§ **PROBLEM TO WORK ON**
Word for word, reproduce the listing that follows, excluding any pictures it contains.

§ **GIVEN INFORMATION**
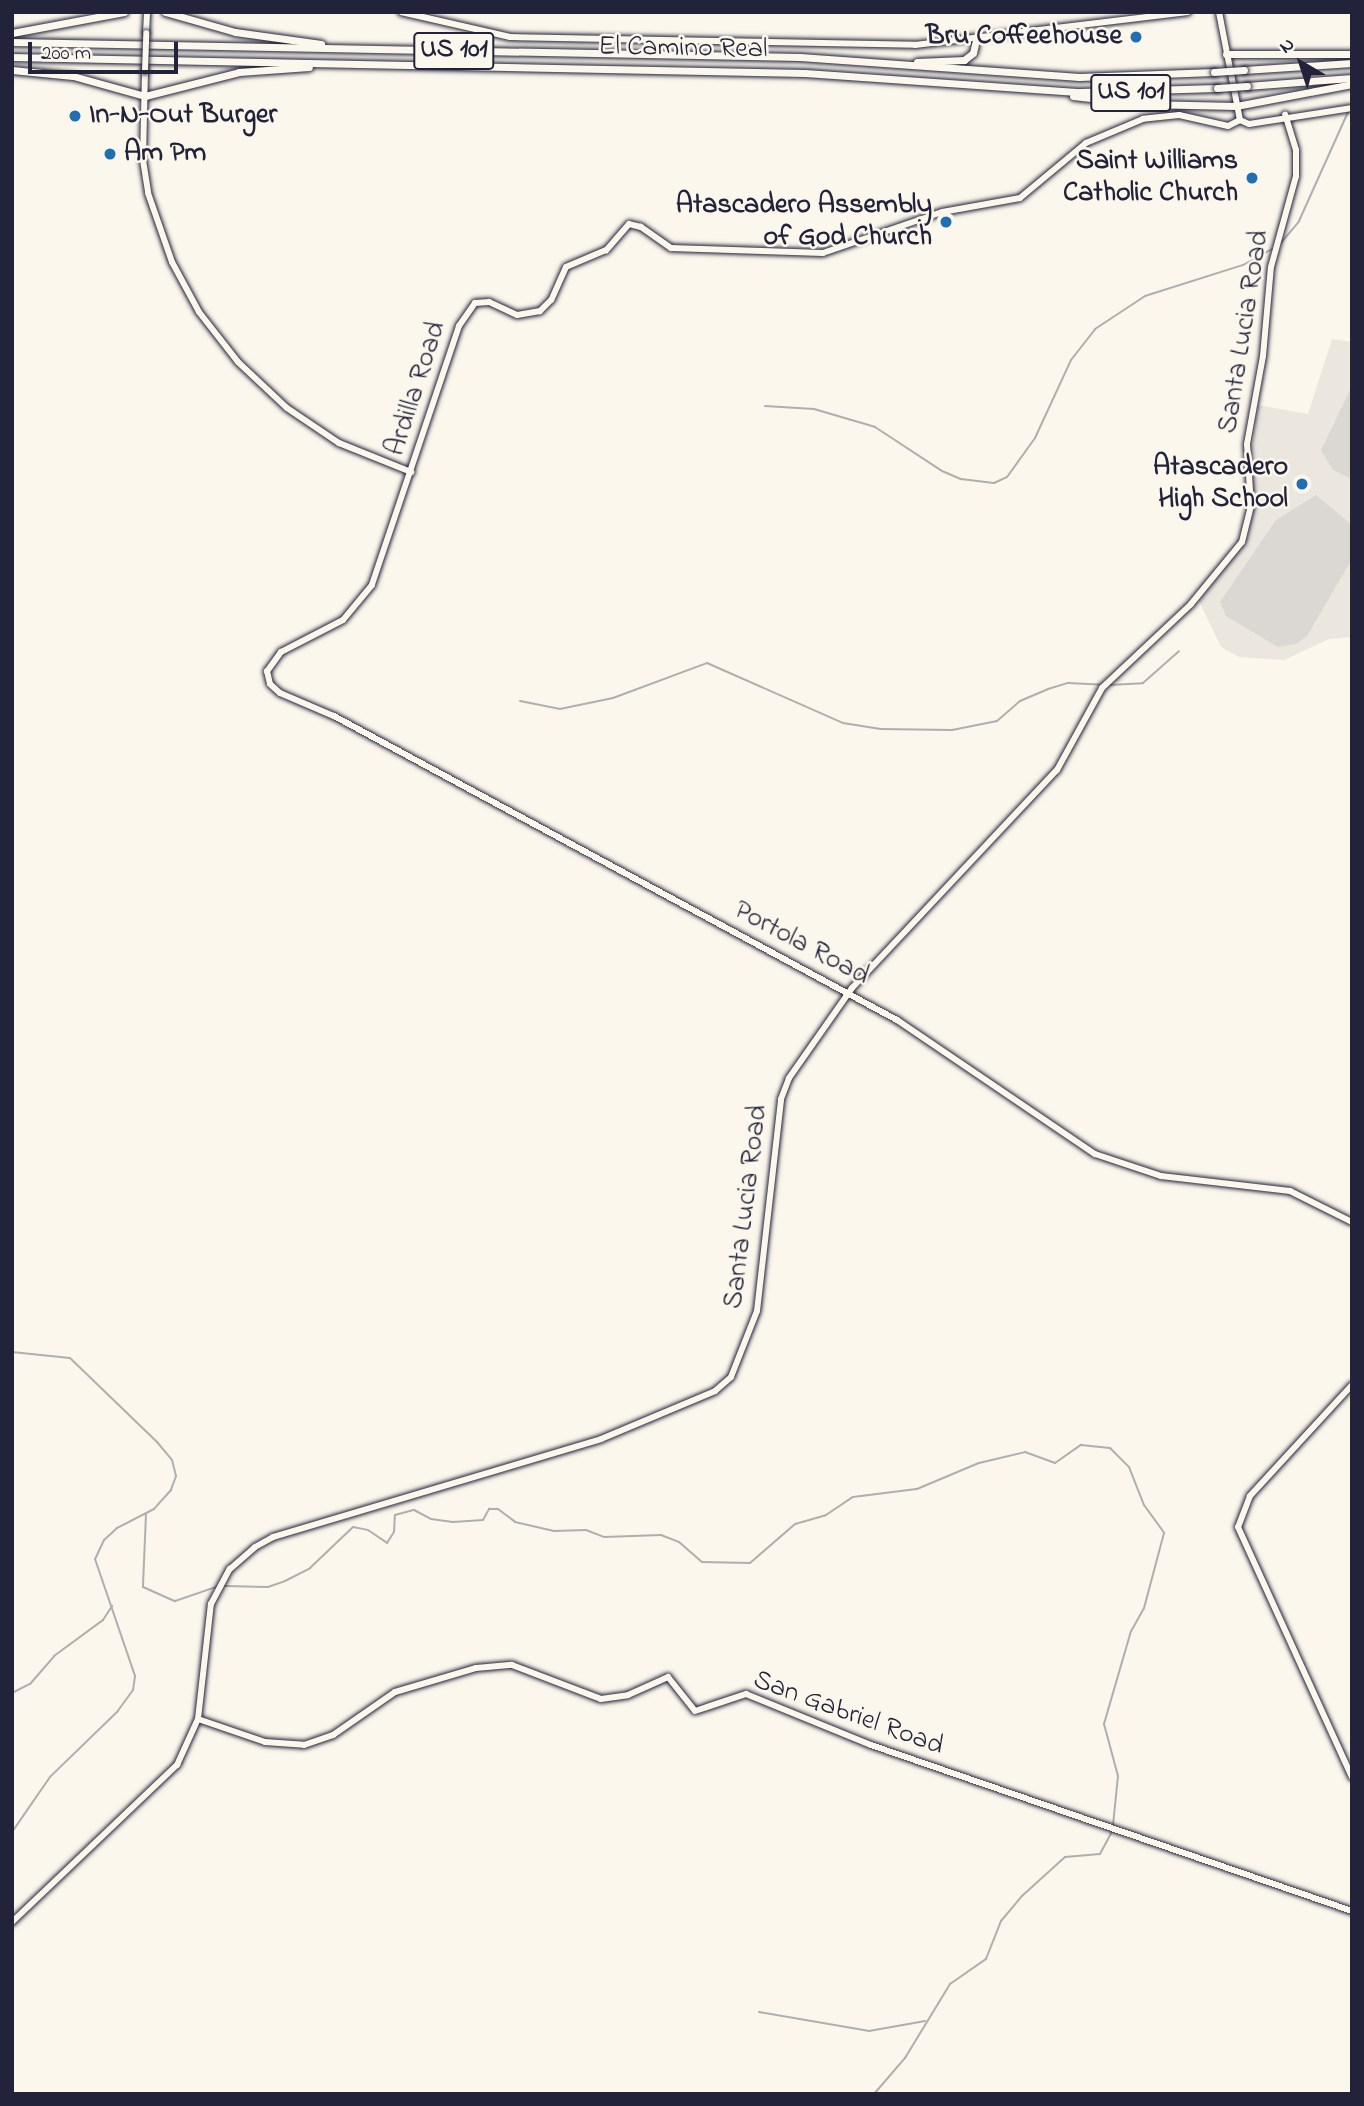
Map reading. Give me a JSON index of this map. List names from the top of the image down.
{
  "streets": {
    "highway": ["El Camino Real", "US 101"],
    "street": [
      "Santa Lucia Road",
      "Ardilla Road",
      "Portola Road",
      "San Gabriel Road"
    ]
  },
  "crossings": [
    ["Santa Lucia Road", "Ardilla Road"],
    ["Santa Lucia Road", "Portola Road"],
    ["Santa Lucia Road", "San Gabriel Road"],
    ["Ardilla Road", "Portola Road"]
  ],
  "places": [
    "Bru Coffeehouse",
    "In-N-Out Burger",
    "Am Pm",
    "Saint Williams Catholic Church",
    "Atascadero Assembly of God Church",
    "Atascadero High School"
  ],
  "scale_bar": "200 m",
  "north": "top left"
}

§ **EXERCISE OUTPUT**
Map reading. Give me a JSON index of this map. List names from the top of the image down.
{
  "streets": {
    "highway": ["El Camino Real", "US 101"],
    "street": [
      "Santa Lucia Road",
      "Ardilla Road",
      "Portola Road",
      "San Gabriel Road"
    ]
  },
  "crossings": [
    ["Santa Lucia Road", "Ardilla Road"],
    ["Santa Lucia Road", "Portola Road"],
    ["Santa Lucia Road", "San Gabriel Road"],
    ["Ardilla Road", "Portola Road"]
  ],
  "places": [
    "Bru Coffeehouse",
    "In-N-Out Burger",
    "Am Pm",
    "Saint Williams Catholic Church",
    "Atascadero Assembly of God Church",
    "Atascadero High School"
  ],
  "scale_bar": "200 m",
  "north": "top left"
}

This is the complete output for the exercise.